Try it => If an entry contains a picture, leave the picture out and reproduce everything else in the records below exactly.

Data to examine =>
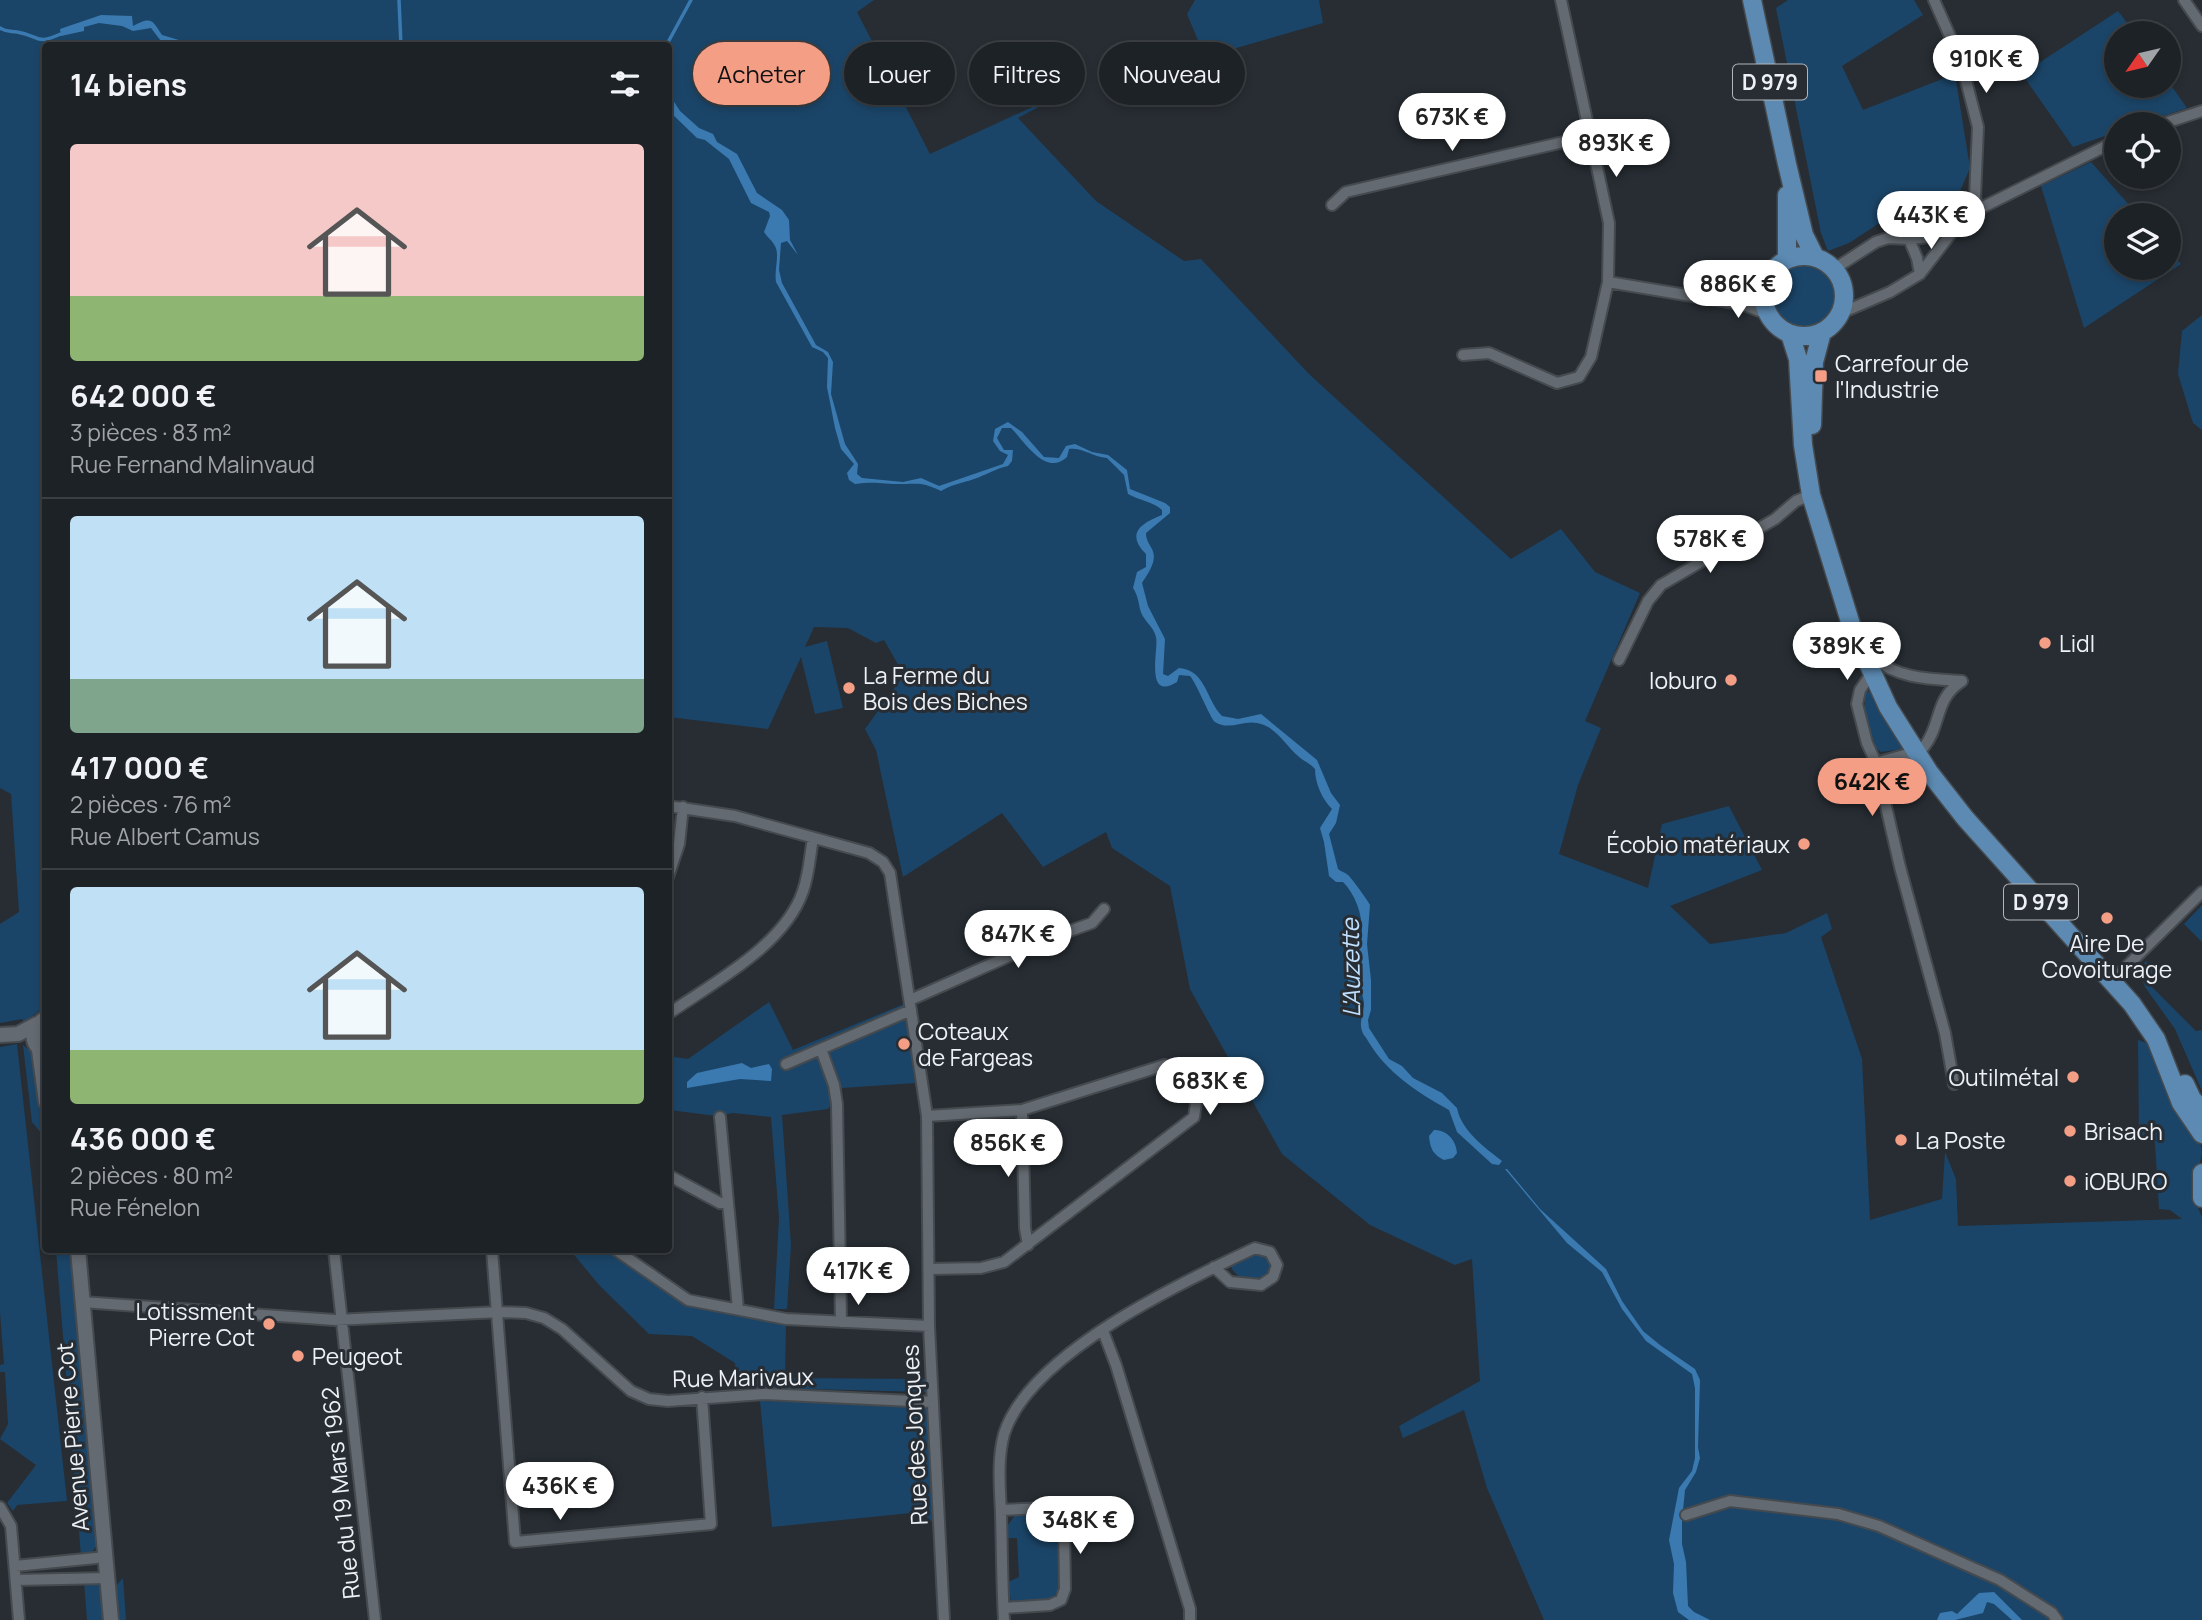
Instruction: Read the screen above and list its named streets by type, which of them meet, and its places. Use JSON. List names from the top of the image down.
{
  "streets": {
    "main road": ["D 979"],
    "street": [
      "Rue Marivaux",
      "Rue des Jonques",
      "Avenue Pierre Cot",
      "Rue du 19 Mars 1962"
    ]
  },
  "crossings": [
    ["Rue Marivaux", "Rue des Jonques"],
    ["Rue Marivaux", "Avenue Pierre Cot"],
    ["Rue Marivaux", "Rue du 19 Mars 1962"]
  ],
  "water": ["L'Auzette"],
  "places": {
    "transit": ["Carrefour de l'Industrie"],
    "other": [
      "Lidl",
      "Ioburo",
      "La Ferme du Bois des Biches",
      "Écobio matériaux",
      "Aire De Covoiturage",
      "Coteaux de Fargeas",
      "Outilmétal",
      "Brisach",
      "La Poste",
      "iOBURO",
      "Lotissment Pierre Cot",
      "Peugeot"
    ]
  },
  "north": "bottom left",
  "page": {
    "price": [
      "910K €",
      "673K €",
      "893K €",
      "443K €",
      "886K €",
      "578K €",
      "389K €",
      "642K €",
      "847K €",
      "683K €",
      "856K €",
      "417K €",
      "436K €",
      "348K €"
    ],
    "chip": [
      "Acheter",
      "Louer",
      "Filtres",
      "Nouveau"
    ],
    "heading": "14 biens",
    "list": [
      {
        "name": "642 000 €",
        "note": "3 pièces · 83 m² · Rue Fernand Malinvaud"
      },
      {
        "name": "417 000 €",
        "note": "2 pièces · 76 m² · Rue Albert Camus"
      },
      {
        "name": "436 000 €",
        "note": "2 pièces · 80 m² · Rue Fénelon"
      }
    ]
  }
}
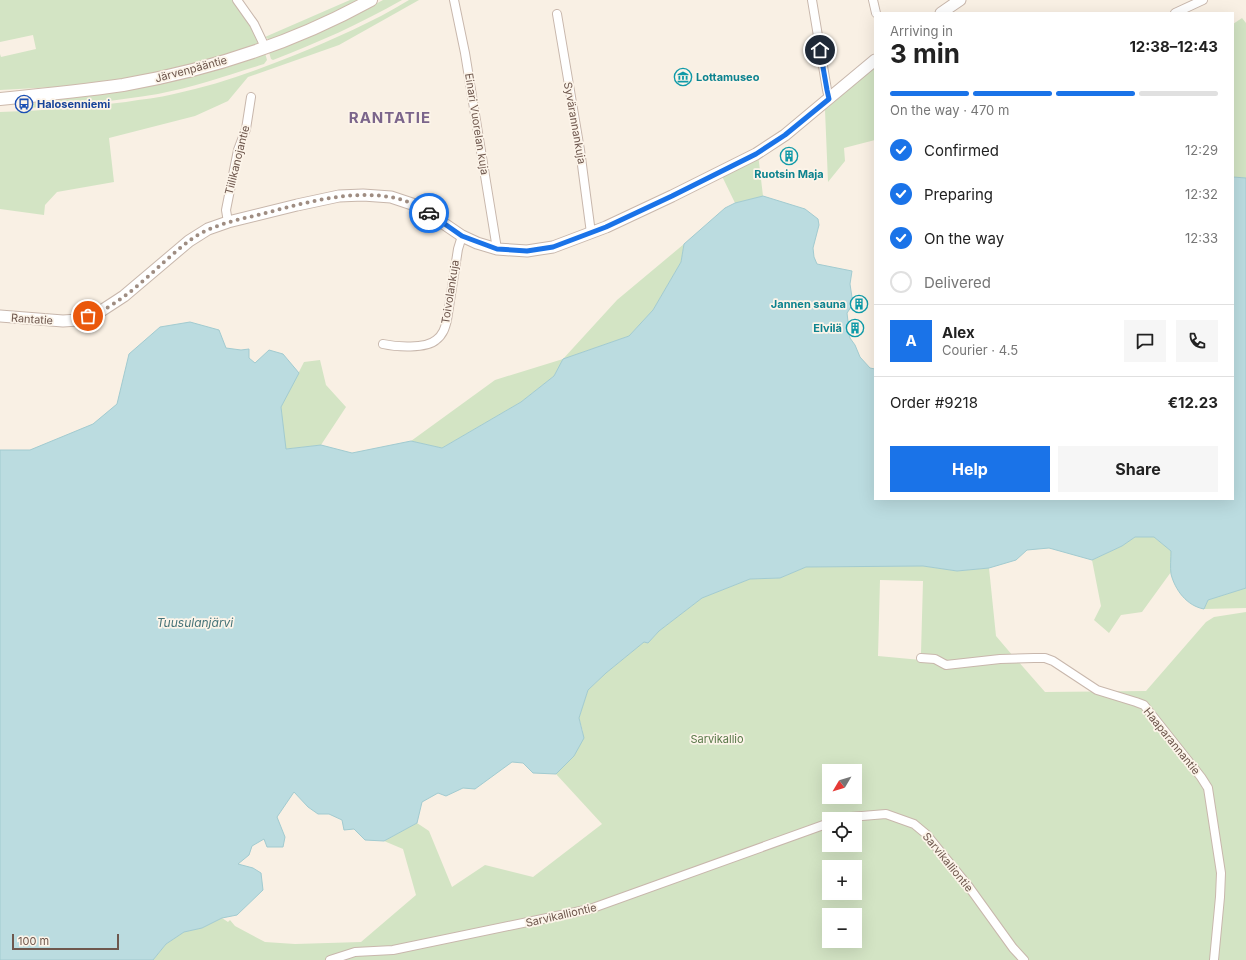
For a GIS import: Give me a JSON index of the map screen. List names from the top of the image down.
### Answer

Written solution =>
Instruction: Read the screen above and list its named streets by type, which of them meet, and its places. Use JSON. List names from the top of the image down.
{
  "streets": {
    "main road": ["D 979"],
    "street": [
      "Rue Marivaux",
      "Rue des Jonques",
      "Avenue Pierre Cot",
      "Rue du 19 Mars 1962"
    ]
  },
  "crossings": [
    ["Rue Marivaux", "Rue des Jonques"],
    ["Rue Marivaux", "Avenue Pierre Cot"],
    ["Rue Marivaux", "Rue du 19 Mars 1962"]
  ],
  "water": ["L'Auzette"],
  "places": {
    "transit": ["Carrefour de l'Industrie"],
    "other": [
      "Lidl",
      "Ioburo",
      "La Ferme du Bois des Biches",
      "Écobio matériaux",
      "Aire De Covoiturage",
      "Coteaux de Fargeas",
      "Outilmétal",
      "Brisach",
      "La Poste",
      "iOBURO",
      "Lotissment Pierre Cot",
      "Peugeot"
    ]
  },
  "north": "bottom left",
  "page": {
    "price": [
      "910K €",
      "673K €",
      "893K €",
      "443K €",
      "886K €",
      "578K €",
      "389K €",
      "642K €",
      "847K €",
      "683K €",
      "856K €",
      "417K €",
      "436K €",
      "348K €"
    ],
    "chip": [
      "Acheter",
      "Louer",
      "Filtres",
      "Nouveau"
    ],
    "heading": "14 biens",
    "list": [
      {
        "name": "642 000 €",
        "note": "3 pièces · 83 m² · Rue Fernand Malinvaud"
      },
      {
        "name": "417 000 €",
        "note": "2 pièces · 76 m² · Rue Albert Camus"
      },
      {
        "name": "436 000 €",
        "note": "2 pièces · 80 m² · Rue Fénelon"
      }
    ]
  }
}
For a GIS import: Give me a JSON index of the map screen. List names from the top of the image down.
### Answer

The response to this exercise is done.